— Provided information —
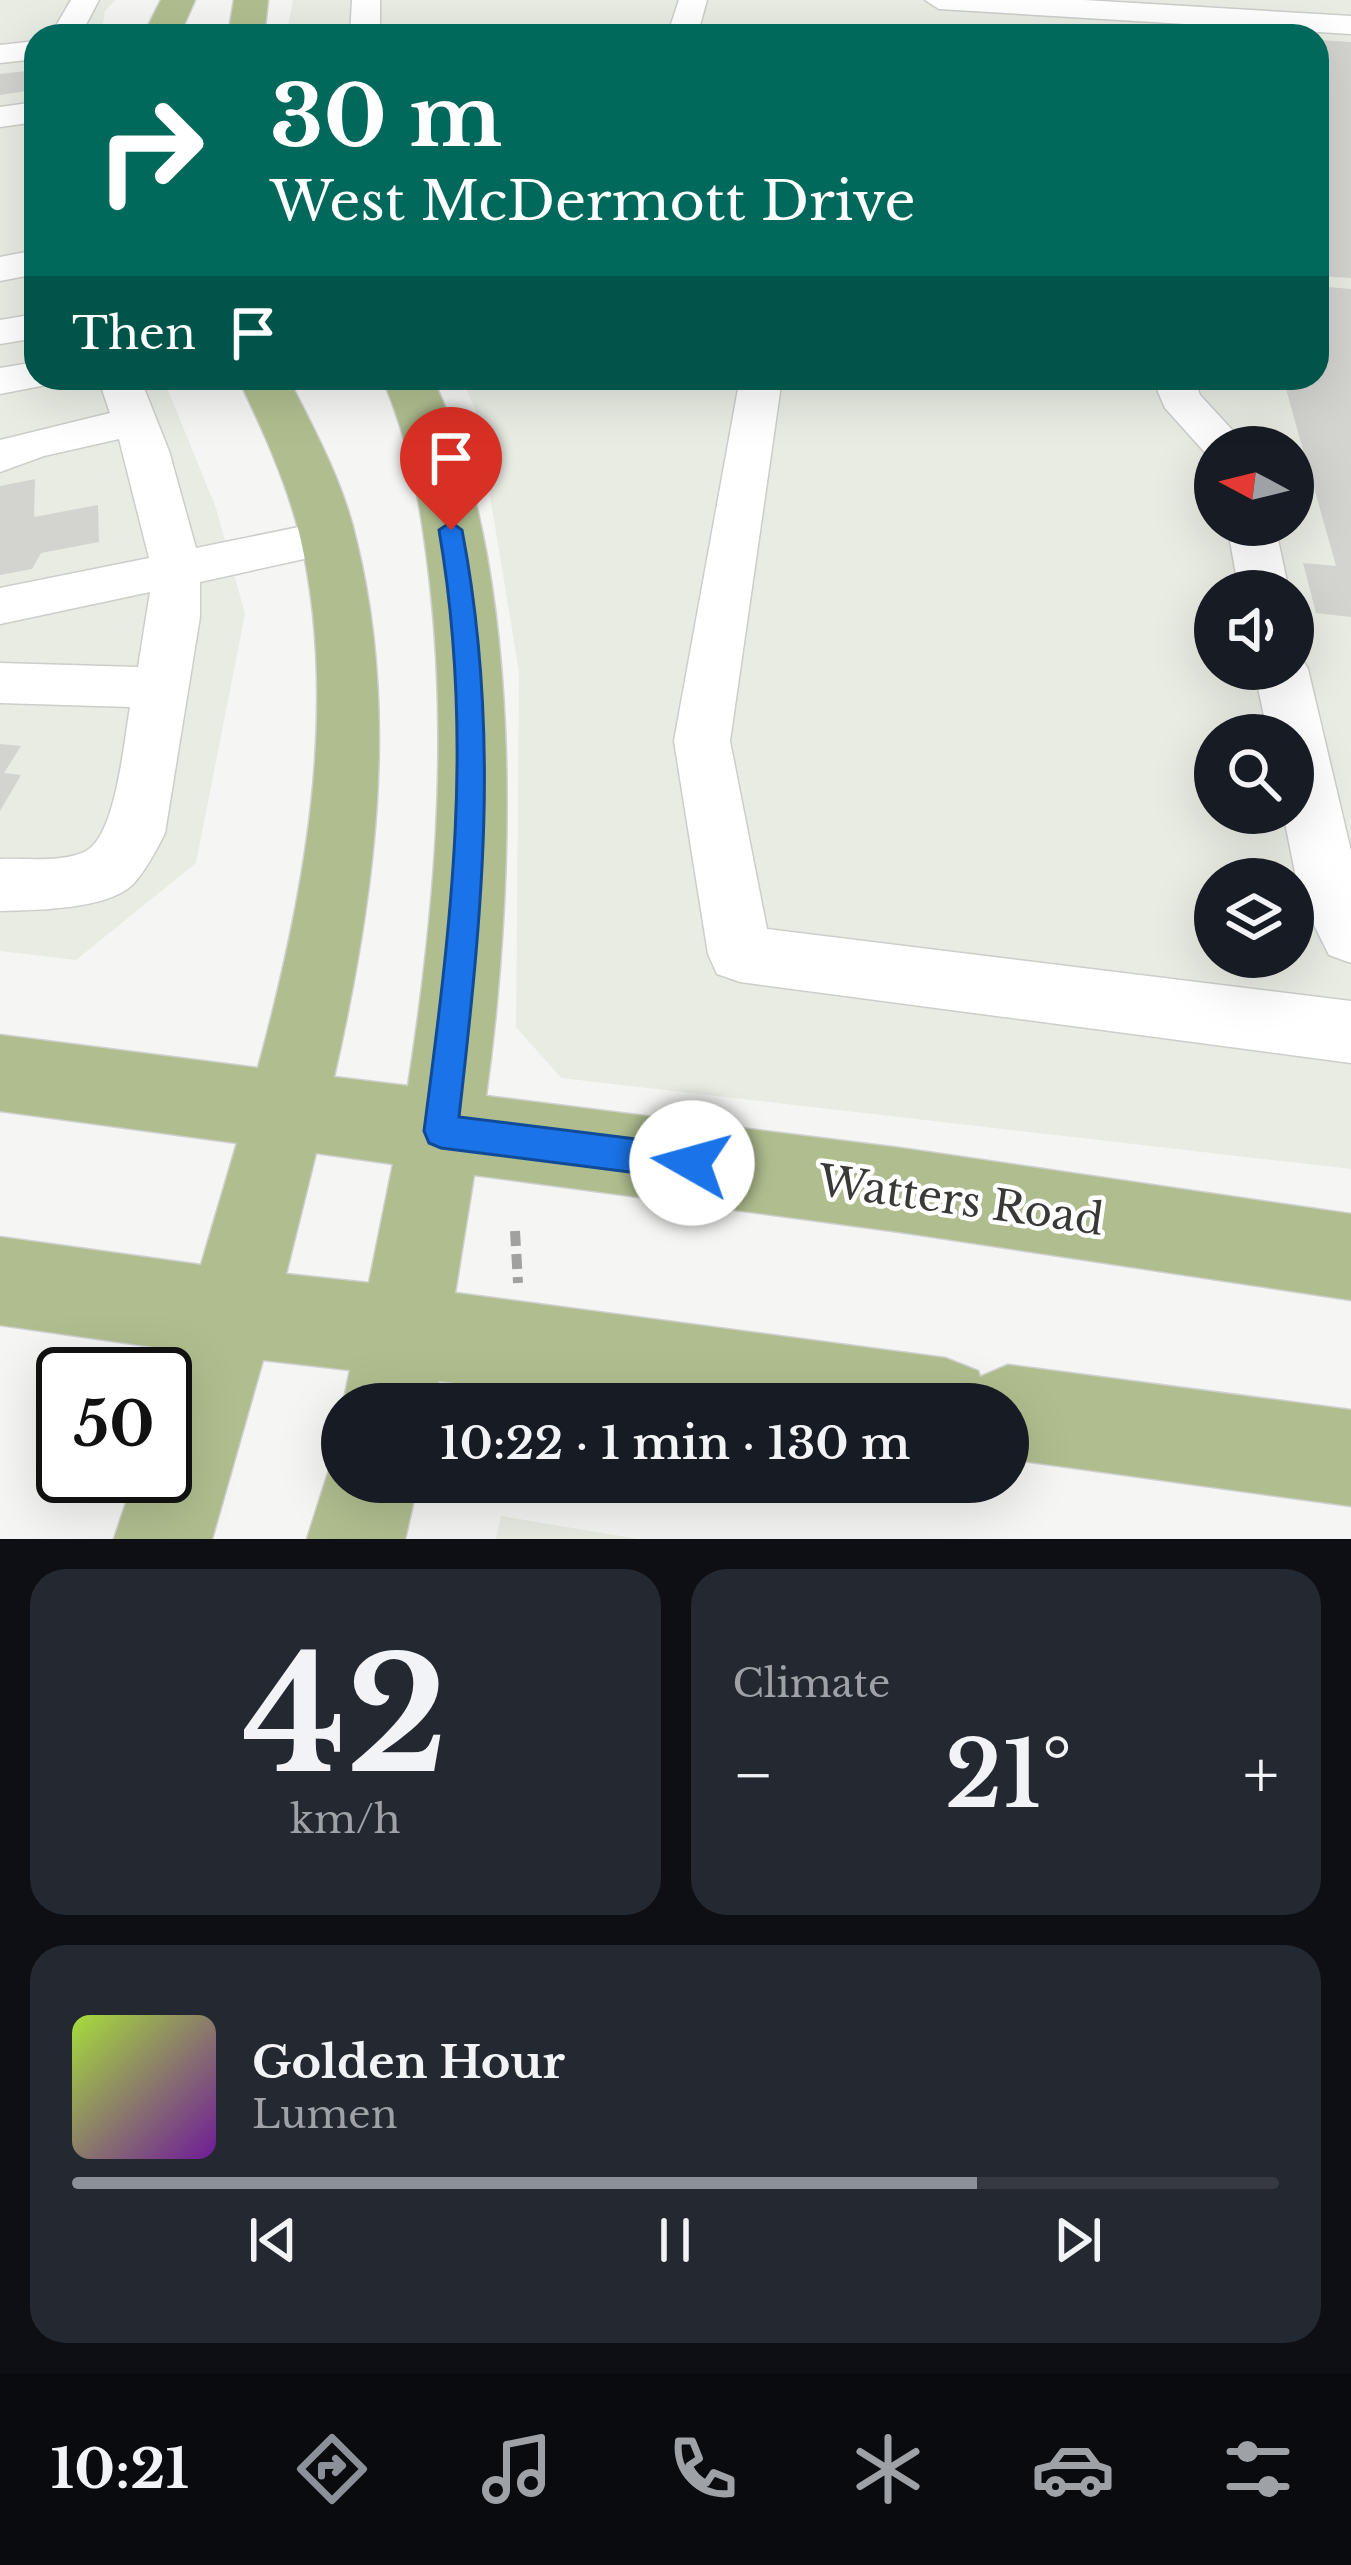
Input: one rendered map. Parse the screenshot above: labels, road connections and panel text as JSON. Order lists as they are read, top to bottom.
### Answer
{
  "streets": {
    "main road": ["Watters Road"]
  },
  "north": "left",
  "page": {
    "turn": ["30 m", "West McDermott Drive"],
    "then": "Then",
    "limit": "50",
    "trip": "10:22 · 1 min · 130 m",
    "tile": [
      ["42", "km/h"],
      "Climate"
    ],
    "heat": ["−", "21°", "+"],
    "song": ["Golden Hour", "Lumen"],
    "tabs": "10:21"
  }
}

— Problem requirements —
Would you transcribe all of the entries above exactly, minus the images?

— Exercise solution —
Input: one rendered map. Parse the screenshot above: labels, road connections and panel text as JSON. Order lists as they are read, top to bottom.
### Answer
{
  "streets": {
    "main road": ["Watters Road"]
  },
  "north": "left",
  "page": {
    "turn": ["30 m", "West McDermott Drive"],
    "then": "Then",
    "limit": "50",
    "trip": "10:22 · 1 min · 130 m",
    "tile": [
      ["42", "km/h"],
      "Climate"
    ],
    "heat": ["−", "21°", "+"],
    "song": ["Golden Hour", "Lumen"],
    "tabs": "10:21"
  }
}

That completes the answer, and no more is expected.